The ferry (and only entry point) from Aswan in Egypt to Wadi Halfa in Sudan across Lake Nasser has a reputation that stands before it. This is the second draft of this blog as the first one for those not interested in bureaucratic processes was really not all that interesting! It is basically a border crossing that takes five days in real time and a five year supply of patience! The process to leave Egypt includes obtaining various pieces of paper that prove you had not committed any driving offences whilst in Egypt – without a computer system it can only be through mental telepathy that this process has any truth to it, we are sure it is fool proof.
The ferry itself is rather old and not exactly what you would call seaworthy, the amount of luggage or produce that the locals each carry means that space is extremely limited and the ‘airline seats’ that we had paid clearly never existed! On getting the bike on a sad looking barge, we boarded the boat and once dark find a nice spot on the roof of the captains’ cabin and with our mats and sleeping bags had a pretty good night sleep under some amazing stars. Before departing the ferry (which is in itself a 4 hour process) we had to have our temperature taken by some grotty thermometer before being told we had ‘a healthy ear’ get passports stamped and get a piece of paper that permits you to travel. After clearing customs (which included getting a sticker on your bag and then a tick on the sticker without anyone actually looking in the bag) we got into a taxi of sorts and headed into Wadi Halfa where the fight for the least flea ridden bed began – grateful for bringing out tent we slept outside.
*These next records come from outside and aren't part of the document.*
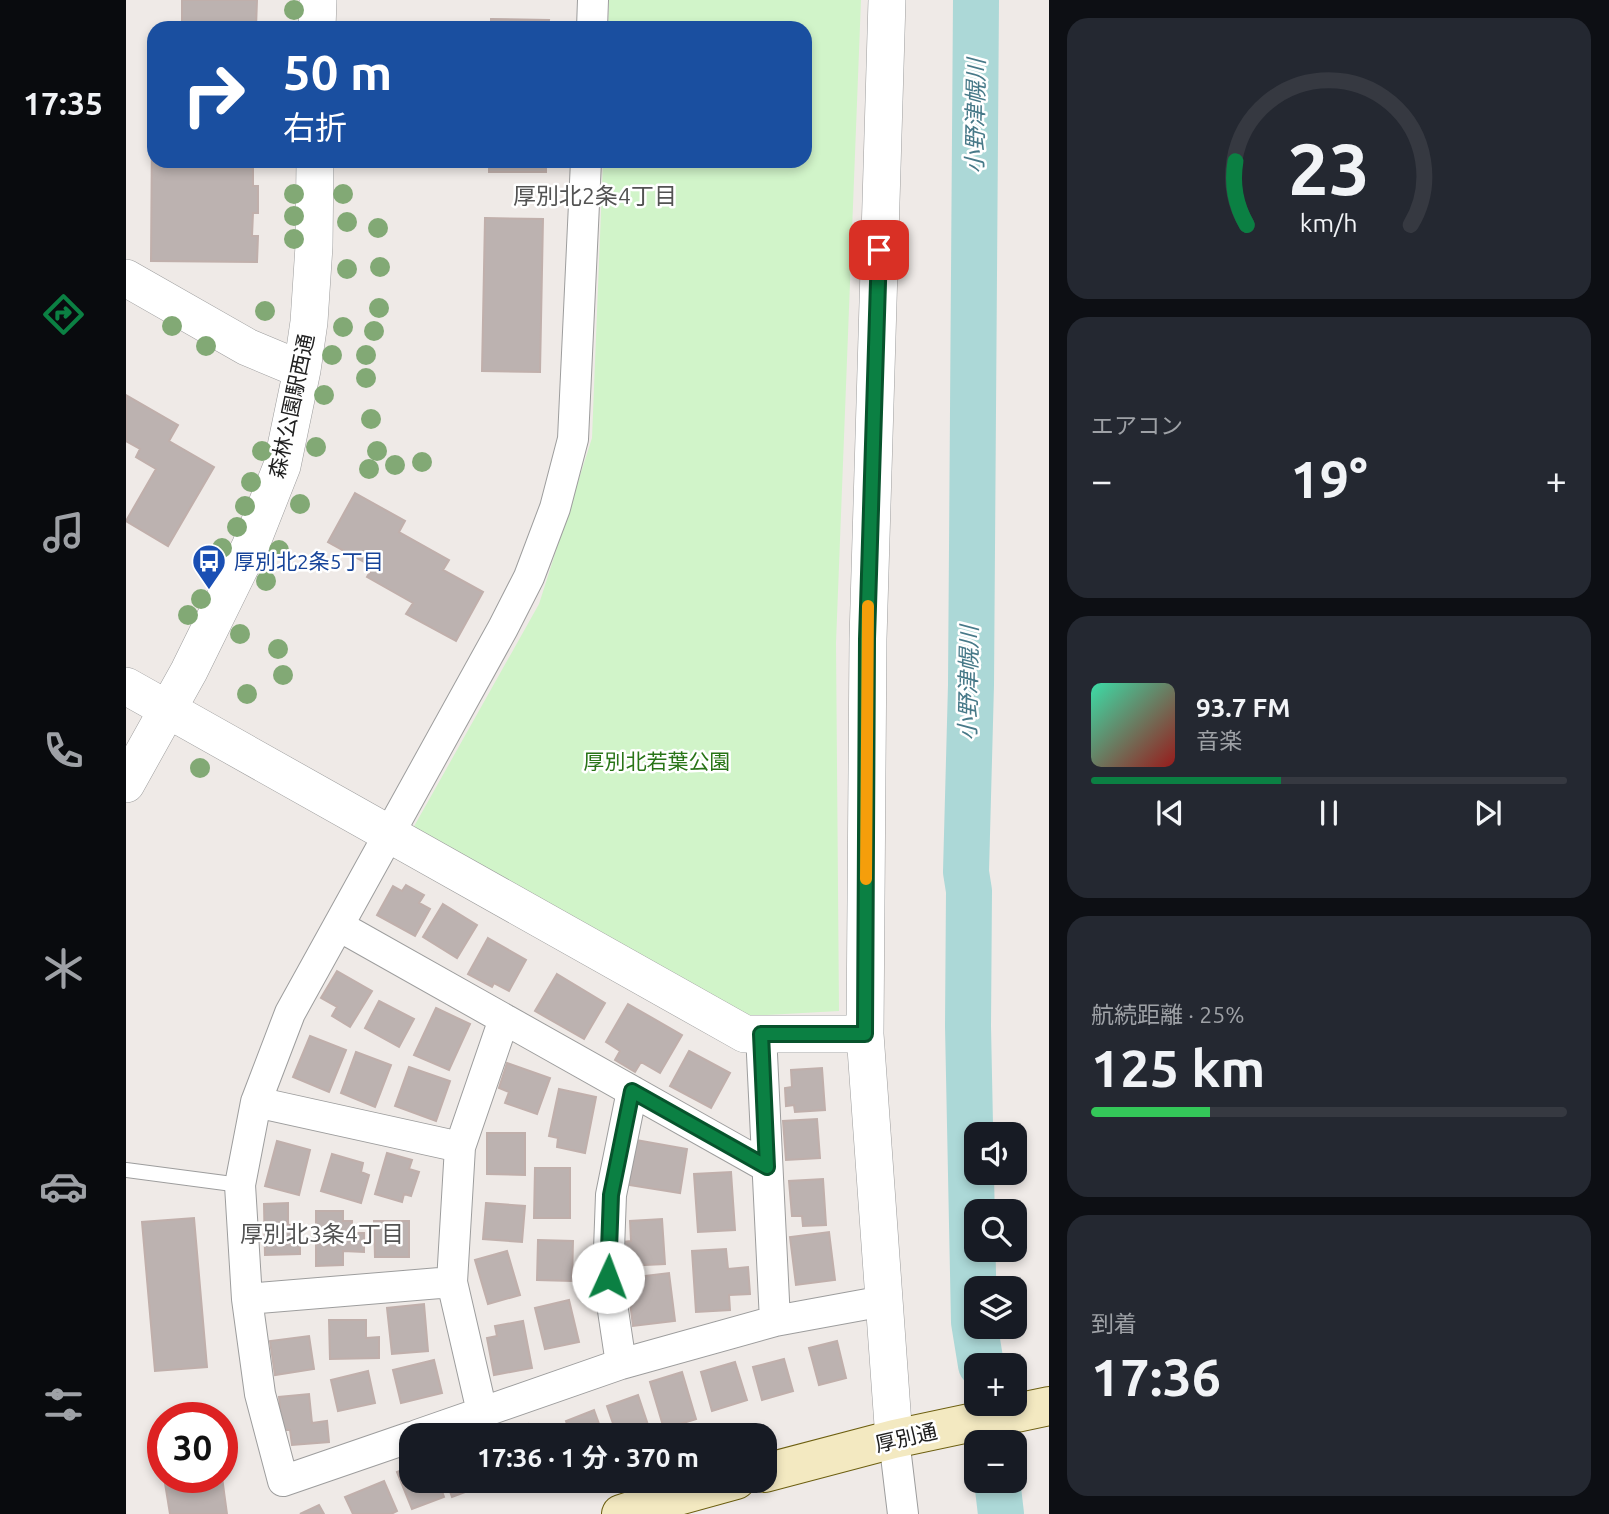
<!DOCTYPE html>
<html lang="ja">
<meta charset="utf-8">
<style>
:root{--surface:#171b24;--page:#242831;--text:#f1f3f6;--muted:#9ea1a6;--line:#363941;--accent:#0b8043}
body{margin:0;font-family:Ubuntu,"Noto Sans JP",sans-serif;background:var(--page);color:var(--text);height:100vh;display:flex;flex-direction:column;font-size:26px;white-space:nowrap}
*{box-sizing:border-box;margin:0}
p{font-size:23px;color:var(--muted)}
.icon{flex:none;width:38px;height:38px;fill:none;stroke:currentColor;stroke-width:2;stroke-linecap:round;stroke-linejoin:round}
.map{position:relative;flex:1;overflow:hidden}
.sheet{display:flex;flex-direction:column;gap:18px;padding:18px;background:#0d0f14;width:560px}
.sheet>*{flex:none}
.hud{position:absolute;left:21px;top:21px;width:665px;height:147px;border-radius:21px;box-shadow:0 4px 10px #0003;background:#1a4fa0;color:#fff;overflow:hidden}
.buttons{position:absolute;left:838px;top:1122px;display:grid;gap:14px}
.buttons a{display:grid;place-items:center;width:63px;height:63px;border-radius:14px;background:var(--surface);box-shadow:0 4px 10px #0003;font-size:35px}
.speed{position:absolute;left:21px;top:1402px;display:flex;gap:14px;font-size:35px;font-weight:700;text-align:center}
.speed>*{display:grid;place-content:center;width:91px;height:91px;border-radius:50%;background:var(--surface);box-shadow:0 4px 10px #0003;line-height:1}
.speed .limit{border:10px solid #d22;background:#fff;color:#111}
.pin{position:absolute;display:grid;place-items:center;width:60px;height:60px;color:#fff;margin:-30px;border-radius:14px;box-shadow:0 4px 10px #0006}
.me{position:absolute;width:77px;margin:-38px;rotate:2deg;stroke-linejoin:round;filter:drop-shadow(0 0 5px #0008)}
.turn{display:flex;align-items:center;gap:24px;height:147px;padding:0 21px;font-size:32px}
.turn .icon{width:91px;height:91px;stroke-width:2.5}
.turn b{display:block;font-size:49px;line-height:60px}
.big{font-size:52px;font-weight:700;line-height:1.1}
.sheet .widget{flex:1;display:flex;flex-direction:column;justify-content:center;gap:10px;min-width:0;padding:0 24px;border-radius:21px;background:var(--page)}
.sheet .dial{align-items:center;gap:0}
.dial svg{height:182px;overflow:visible;fill:none;stroke:var(--line);stroke-width:7;stroke-linecap:round;text-anchor:middle}
.dial text{fill:var(--text);stroke:none}
.song{display:flex;align-items:center;gap:21px}
.cover{width:84px;height:84px;border-radius:10px;background:linear-gradient(135deg,hsl(160 70% 55%),hsl(0 70% 35%))}
.played{height:7px;border-radius:4px;background:linear-gradient(90deg,var(--accent) 40%,var(--line) 40%)}
.keys{display:flex;justify-content:space-around;direction:ltr}
.heat{display:flex;justify-content:space-between;align-items:center;font-size:38px;direction:ltr}
.charge{height:10px;border-radius:5px;background:linear-gradient(90deg,#34c759 25%,var(--line) 0)}
.trip{position:absolute;left:273px;top:1423px;width:378px;height:70px;border-radius:21px;background:var(--surface);box-shadow:0 4px 10px #0003;font-weight:700;line-height:70px;text-align:center}
main{display:flex;flex:1;min-height:0}
.tabs{display:flex;flex-direction:column;width:126px;justify-content:space-around;align-items:center;background:#090b0e;color:var(--muted)}
.tabs .icon{width:49px;height:49px}
.tabs .selected{color:var(--accent)}
.tabs b{font-size:32px;color:var(--text)}
.map>svg:first-child{display:block}
.park{fill:#d1f4c9}
.lines{fill:none;stroke-linecap:round;stroke-linejoin:round}
.river{stroke:#acd8d7;stroke-width:46}
.building{fill:#bcb2b0;stroke:#c0afab;stroke-width:2}
.service-casing{stroke:#9d9d9d;stroke-width:16}
.minor-casing{stroke:#9d9d9d;stroke-width:32}
.tertiary-casing{stroke:#9d9d9d;stroke-width:38}
.secondary-casing{stroke:#6d5f10;stroke-width:40}
.service{stroke:#fff;stroke-width:14}
.minor{stroke:#fff;stroke-width:30}
.tertiary{stroke:#fff;stroke-width:37}
.secondary{stroke:#f3e9c1;stroke-width:38}
.tree{fill:#82a975}
.route-casing{stroke:#07532c;stroke-width:18}
.route{stroke:#0b8043;stroke-width:12}
.slow{stroke:#f59e0b;stroke-width:12}
.labels{text-anchor:middle;dominant-baseline:central;stroke-width:5;stroke-linejoin:round;paint-order:stroke}
.street-label{font-size:21px;fill:#202020;stroke:#fff}
.transit-label{font-size:21px;fill:#164399;stroke:#fff;text-anchor:start}
.park-label{font-size:21px;fill:#287417;stroke:#fff}
.water-label{font-size:23px;font-style:italic;fill:#477988;stroke:#fff}
.neighbourhood-label{font-size:23px;fill:#535353;stroke:#fff}
</style>
<main>
<nav class="tabs">
<b>17:35</b>
<svg class="icon selected" aria-label="directions" viewBox="0 0 24 24"><path d="M12 3l9 9-9 9-9-9zM9 14v-3h6M13 9l2 2-2 2"/></svg>
<svg class="icon" aria-label="music" viewBox="0 0 24 24"><path d="M9 18V5l10-2v13"/><circle cx="6" cy="18" r="3"/><circle cx="16" cy="16" r="3"/></svg>
<svg class="icon" aria-label="phone" viewBox="0 0 24 24"><path d="M5 4h4l2 5-3 2q2 4 5 5l2-3 5 2v4C11 20 4 13 5 4z"/></svg>
<svg class="icon" aria-label="climate" viewBox="0 0 24 24"><path d="M12 3v18M4 7l16 10M4 17L20 7"/></svg>
<svg class="icon" aria-label="car" viewBox="0 0 24 24"><path d="M5 17H2v-5l4-1 3-4h7l3 4 3 1v5h-3M9 17h6M6 11h13"/><circle cx="7" cy="17" r="2"/><circle cx="17" cy="17" r="2"/></svg>
<svg class="icon" aria-label="filters" viewBox="0 0 24 24"><path d="M4 7h16M4 17h16"/><circle cx="9" cy="7" r="2"/><circle cx="15" cy="17" r="2"/></svg>
</nav>
<div class="map">
<svg width="923" height="1514" viewBox="0 0 923 1514">
<rect width="100%" height="100%" fill="#efeae7"/>
<path class="park" d="M483,0H735L710,643L713,1011L620,1016L286,830L413,604L466,438L477,161H679V28H482Z"/>
<g class="lines">
<path class="river" d="M850,0L845,685L840,872L843,891L842,1026L848,1322L855,1365
M861,1404L866,1442
M871,1480L875,1514"/>
</g>
<path class="building" d="M56,0H131L130,28H56Z
M365,19L423,20L422,28H365Z
M26,134H28V161H133V163H127V186H132V213H127L126,236H132L131,262L25,261Z
M363,161H420V172H363Z
M359,218L417,219L414,372L356,371Z
M0,395L52,425L43,441L88,467L42,546L0,521L30,469L10,457L14,449L0,441Z
M229,493L279,521L273,532L323,560L317,570L357,592L330,641L280,614L287,603L241,577L247,567L202,542Z
M280,885L298,895L293,903L304,909L289,936L251,915L267,886L276,891Z
M317,904L351,925L331,958L297,937Z
M362,938L400,960L383,991L368,983L366,987L342,974Z
M211,971L246,991L224,1027L206,1016L211,1007L195,998Z
M431,974L479,1003L458,1039L409,1011Z
M253,1001L288,1019L273,1047L239,1028Z
M502,1004L556,1035L534,1073L515,1062L509,1072L489,1060L494,1051L480,1042Z
M310,1008L344,1024L323,1070L288,1055Z
M184,1036L220,1050L203,1092L167,1077Z
M563,1051L604,1073L585,1108L544,1086Z
M230,1052L265,1065L249,1107L215,1093Z
M381,1063L424,1078L411,1114L379,1103L383,1092L373,1088Z
M283,1067L324,1081L310,1121L269,1106Z
M696,1068L699,1110L669,1112L668,1105L660,1106L659,1088L666,1087L665,1070Z
M433,1089L470,1097L459,1153L431,1147L432,1138L423,1136Z
M691,1119L694,1158L660,1160L657,1121Z
M361,1133H399V1175L361,1174Z
M510,1140L561,1149L554,1193L503,1185Z
M151,1141L184,1150L173,1195L139,1186Z
M261,1153L286,1160L283,1169L293,1172L285,1196L278,1194L276,1202L249,1194Z
M206,1154L237,1163L235,1172L243,1175L235,1203L195,1191Z
M409,1168H444V1218H408Z
M605,1172L609,1230L572,1232L568,1174Z
M697,1179L700,1225L677,1226L676,1216H666L663,1181Z
M162,1203V1225L174,1224V1254L139,1255L138,1204Z
M360,1203L399,1206L396,1242L357,1239Z
M190,1211H217V1221H226V1233H238V1252L217,1251V1265L190,1266Z
M68,1218L81,1367L29,1371L16,1222Z
M536,1219L539,1264L498,1266L497,1242L505,1241L504,1221Z
M248,1221H283V1257H249Z
M703,1232L709,1280L670,1285L664,1237Z
M412,1240L447,1241L446,1281L411,1280Z
M600,1249L602,1269L622,1267L624,1294L603,1295L604,1310L570,1312L566,1251Z
M381,1251L394,1295L362,1304L349,1260Z
M543,1273L549,1321L507,1326L501,1278Z
M443,1300L453,1342L419,1349L409,1308Z
M298,1304L302,1351L266,1354L261,1308Z
M203,1320H240V1338L253,1337V1358L204,1359Z
M397,1321L406,1368L368,1375L361,1338L371,1336L369,1326Z
M183,1336L188,1369L149,1375L144,1341Z
M711,1341L720,1378L693,1385L683,1348Z
M658,1359L667,1391L636,1400L627,1367Z
M308,1360L316,1393L275,1403L267,1370Z
M609,1362L621,1400L586,1411L575,1372Z
M242,1371L249,1403L212,1411L205,1380Z
M556,1372L570,1419L538,1429L524,1382Z
M183,1394L186,1423L201,1421L203,1442L166,1445L164,1430H156L153,1397Z
M512,1395L524,1431L513,1435H491L481,1406Z
M468,1410L477,1435H445L440,1421Z
M37,1423V1468L30,1424Z
M402,1424L405,1432L417,1428L420,1435H386L384,1430Z
M285,1466V1480H312L318,1497L286,1509L271,1472Z
M38,1477H96L101,1514H44Z
M320,1480H365L366,1482L326,1497Z
M258,1481L271,1511L265,1514H227L219,1497Z
M193,1505L198,1514H174Z"/>
<g class="lines">
<g class="service-casing">
<path id="service" d="M0,1170L114,1185"/>
</g>
<g class="minor-casing">
<path id="minor" d="M466,28L467,0
M213,926L641,1167
M635,1034L649,1321
M130,1102L334,1147
M121,1299L326,1282
M495,1364L482,1277L485,1195L506,1091
M356,1412L326,1282L334,1147L378,1019
M291,1435L495,1364L649,1321L758,1301
M285,1437L157,1481L134,1394L121,1299L114,1185L130,1102L164,1013L377,628L403,577L429,508L447,439L460,161
M768,1439L777,1514"/>
</g>
<g class="tertiary-casing">
<path id="tertiary" d="M761,0L742,639L739,1034L768,1439
M191,28L192,0
M0,278L121,347L176,370
M0,686L619,1034H739
M0,784L63,671L124,547L156,466L176,370L183,322L188,246L189,161"/>
</g>
<g class="secondary-casing">
<path id="secondary" d="M639,1473L768,1439L923,1406
M495,1514L541,1499L610,1480"/>
</g>
<use href="#service" class="service"/>
<use href="#minor" class="minor"/>
<use href="#tertiary" class="tertiary"/>
<use href="#secondary" class="secondary"/>
</g>
<g class="tree">
<circle cx="168" cy="10" r="10"/>
<circle cx="168" cy="194" r="10"/>
<circle cx="217" cy="194" r="10"/>
<circle cx="168" cy="216" r="10"/>
<circle cx="221" cy="222" r="10"/>
<circle cx="252" cy="228" r="10"/>
<circle cx="168" cy="239" r="10"/>
<circle cx="254" cy="267" r="10"/>
<circle cx="221" cy="269" r="10"/>
<circle cx="253" cy="308" r="10"/>
<circle cx="139" cy="311" r="10"/>
<circle cx="46" cy="326" r="10"/>
<circle cx="217" cy="327" r="10"/>
<circle cx="248" cy="331" r="10"/>
<circle cx="80" cy="346" r="10"/>
<circle cx="206" cy="355" r="10"/>
<circle cx="240" cy="355" r="10"/>
<circle cx="240" cy="378" r="10"/>
<circle cx="198" cy="395" r="10"/>
<circle cx="245" cy="419" r="10"/>
<circle cx="190" cy="447" r="10"/>
<circle cx="136" cy="451" r="10"/>
<circle cx="251" cy="451" r="10"/>
<circle cx="296" cy="462" r="10"/>
<circle cx="269" cy="465" r="10"/>
<circle cx="243" cy="469" r="10"/>
<circle cx="125" cy="482" r="10"/>
<circle cx="174" cy="504" r="10"/>
<circle cx="119" cy="506" r="10"/>
<circle cx="111" cy="527" r="10"/>
<circle cx="96" cy="548" r="10"/>
<circle cx="153" cy="550" r="10"/>
<circle cx="84" cy="570" r="10"/>
<circle cx="140" cy="581" r="10"/>
<circle cx="75" cy="599" r="10"/>
<circle cx="62" cy="615" r="10"/>
<circle cx="114" cy="634" r="10"/>
<circle cx="152" cy="649" r="10"/>
<circle cx="157" cy="675" r="10"/>
<circle cx="121" cy="694" r="10"/>
<circle cx="74" cy="768" r="10"/>
</g>
<g class="lines">
<g class="route-casing">
<path id="route" d="M482,1277L485,1195L506,1091L641,1167L635,1034H739L741,639L753,250"/>
</g>
<use href="#route" class="route"/>
<path class="slow" d="M740,879L742,606"/>
</g>
<defs>
<g id="bus-pin" transform="scale(1.75)"><path d="M0 17L-7.5 6A9.5 9.5 0 1 1 7.5 6Z" fill="#1a4fb4" stroke="#fff"/><path d="M-5-6H5V4H4V6H2V4H-2V6H-4V4H-5ZM-3.5-4V0h7V-4ZM-3.5 1.2v1.5H-2V1.2ZM2 1.2v1.5H3.5V1.2Z" fill="#fff"/></g>
</defs>
<g fill-rule="evenodd">
<use href="#bus-pin" x="83" y="561"/>
</g>
<g class="labels">
<g class="street-label">
<text transform="translate(165 406) rotate(-78)">森林公園駅西通</text>
<text transform="translate(780 1437) rotate(-13)">厚別通</text>
</g>
<g class="transit-label">
<text x="108" y="561">厚別北2条5丁目</text>
</g>
<g class="park-label">
<text x="531" y="761">厚別北若葉公園</text>
</g>
<g class="water-label">
<text transform="translate(849 116) rotate(-89)">小野津幌川</text>
<text transform="translate(842 683) rotate(-89)">小野津幌川</text>
</g>
<g class="neighbourhood-label">
<text x="469" y="195">厚別北2条4丁目</text>
<text x="196" y="1233">厚別北3条4丁目</text>
</g>
</g>
</svg>
<div class="buttons">
<a><svg class="icon" aria-label="sound" viewBox="0 0 24 24"><path d="M4 9h4l5-4v14l-5-4H4zM17 9q2 3 0 6"/></svg></a>
<a><svg class="icon" aria-label="search" viewBox="0 0 24 24"><circle cx="10" cy="10" r="6"/><path d="M15 15l6 6"/></svg></a>
<a><svg class="icon" aria-label="layers" viewBox="0 0 24 24"><path d="M12 4l9 5-9 5-9-5zM3 14l9 5 9-5"/></svg></a>
<a>+</a>
<a>−</a>
</div>
<div class="speed"><div class="limit">30</div></div>
<div class="pin" style="left:753px;top:250px;background:#d93025"><svg class="icon" aria-label="arrive" viewBox="0 0 24 24"><path d="M6 21V4h12l-3 4 3 4H6"/></svg></div>
<svg class="me" style="left:482px;top:1277px" viewBox="-20 -20 40 40"><circle r="19" fill="#fff"/><path d="M0-13L10 11 0 6-10 11z" fill="#0b8043"/></svg>
<div class="trip">17:36 · 1 分 · 370 m</div>
<div class="hud">
<div class="turn"><svg class="icon" aria-label="right" viewBox="0 0 24 24"><path d="M7 20v-9h11M14 6l5 5-5 5"/></svg><div><b>50 m</b>右折</div></div>
</div>
</div>
<section class="sheet">
<div class="widget dial"><svg viewBox="0 0 100 80">
<path d="M14 69A42 42 0 1 1 86 69"/>
<path d="M14 69A42 42 0 0 1 9 41" stroke="#0b8043"/>
<text x="50" y="56" font-size="32" font-weight="700">23</text>
<text x="50" y="72" font-size="11">km/h</text>
</svg></div>
<div class="widget"><p>エアコン</p>
<div class="heat"><a>−</a><b class="big">19°</b><a>+</a></div>
</div>
<div class="widget">
<div class="song"><i class="cover"></i><div><b>93.7 FM</b><p>音楽</p></div></div>
<div class="played"></div>
<div class="keys"><svg class="icon" aria-label="previous" viewBox="0 0 24 24"><path d="M18 5L8 12l10 7zM5 5v14"/></svg><svg class="icon" aria-label="pause" viewBox="0 0 24 24"><path d="M8 5v14M16 5v14"/></svg><svg class="icon" aria-label="next" viewBox="0 0 24 24"><path d="M6 5l10 7-10 7zM19 5v14"/></svg></div>
</div>
<div class="widget"><p>航続距離 · 25%</p><b class="big">125 km</b><div class="charge"></div></div>
<div class="widget"><p>到着</p><b class="big">17:36</b></div>
</section>
</main>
The next morning we must ‘register’ as tourists in Sudan, I am aware that this is getting a bit long so will try to shorten this: Give copies of important documents to the first man, get them stapled and receive the instructions – computer, captain, cashier, me… We find the only man with a computer and get another stamp, then to the captain for thumb prints and some more stamping, then to the cashier, then back to the first man who puts everything in a nice blue folder and a sticker in your passport, then back to the captain who stamps a bit more and then back to the first man who takes the blue folder back and returns the passport. Sounds simple but this is about a 3 hour process!
Thanks to a fellow traveller who had a tracking device in this car on the barge (which comes slower than the ferry as it cannot travel at night, no lights apparently) we receive notice that it is about to arrive. Tille headed back down to the port for another few hours of stamping, chassis number checking and general confusion before arriving happily back into town with an undamaged bike. One last meeting to get the carnet back and we were done, it is now Wednesday evening!!!
Now once in Sudan – the great stuff really begins. We drove through the Nubian Mountains and Desert from Wadi Halfa to Dongola, then on to Karima, Atbara and south to Khartoum. This route took us through some of the most amazing desert we have seen and after about 6 weeks of riding through countries that are mainly desert this is really saying something! The roads thanks to the Chinese are the newest and best bitumen we have had since Europe, creating an easy way through the desert and crossing with the green banks of the Nile that are dotted with mud hut villages and local people. The Nubian people are so warm and friendly and can appear from nowhere with the offer of tea. We camped next to 7000 year old pyramids in Karima and again outside of Atbara. They are just sitting there, nestled in lovely red dunes and with a full moon were an incredible sight to see.
We will now head towards the border and cross into Ethiopia some time near Christmas. After hearing so many negative stories about the political and safety situation in Sudan we have had nothing but purely positive experiences.
We would like to wish everyone a very, merry Christmas!!!
5 comments:
I just spent the hour of my working year reading and looking at your photos. Very inspirational! Merry Christmas Love Katherine and Michael Clark
hallo ihr lieben
das ist ja wie ein bericht im weltspiegel, allerdings mit dem unterschied, das ihr die verfasser seid, einfach unglaublich
lg helene
Hallo Ainslie und Tilmann!
Ich bin ein Arbeitskollege von Helene und nehme natürlich auch sehr interessiert an Eurer Abenteuerreise,via Internet,teil! Eure Reiseberichte sind sehr spannend und auch humorvoll! Die Bilder sind grandios! Weiter so und noch jede Menge Spaß!
Ich wünsche Euch beiden ein Frohes Weihnachtsfest(Merry Christmas), wo immer Ihr jetzt auch seid.
Viele Grüße
Rainer Brunner
Dear Ains,
Merry merry Christmas to you and Tille! I am sure you two are enjoying the period in such an unusual and exciting context! I'll keep reading of your adventures here!
Love,
Eleonora.
Hi Ainslie and Tille
Well Christmas and the New Year are over but wishing you a contuinued safe and awesome trip.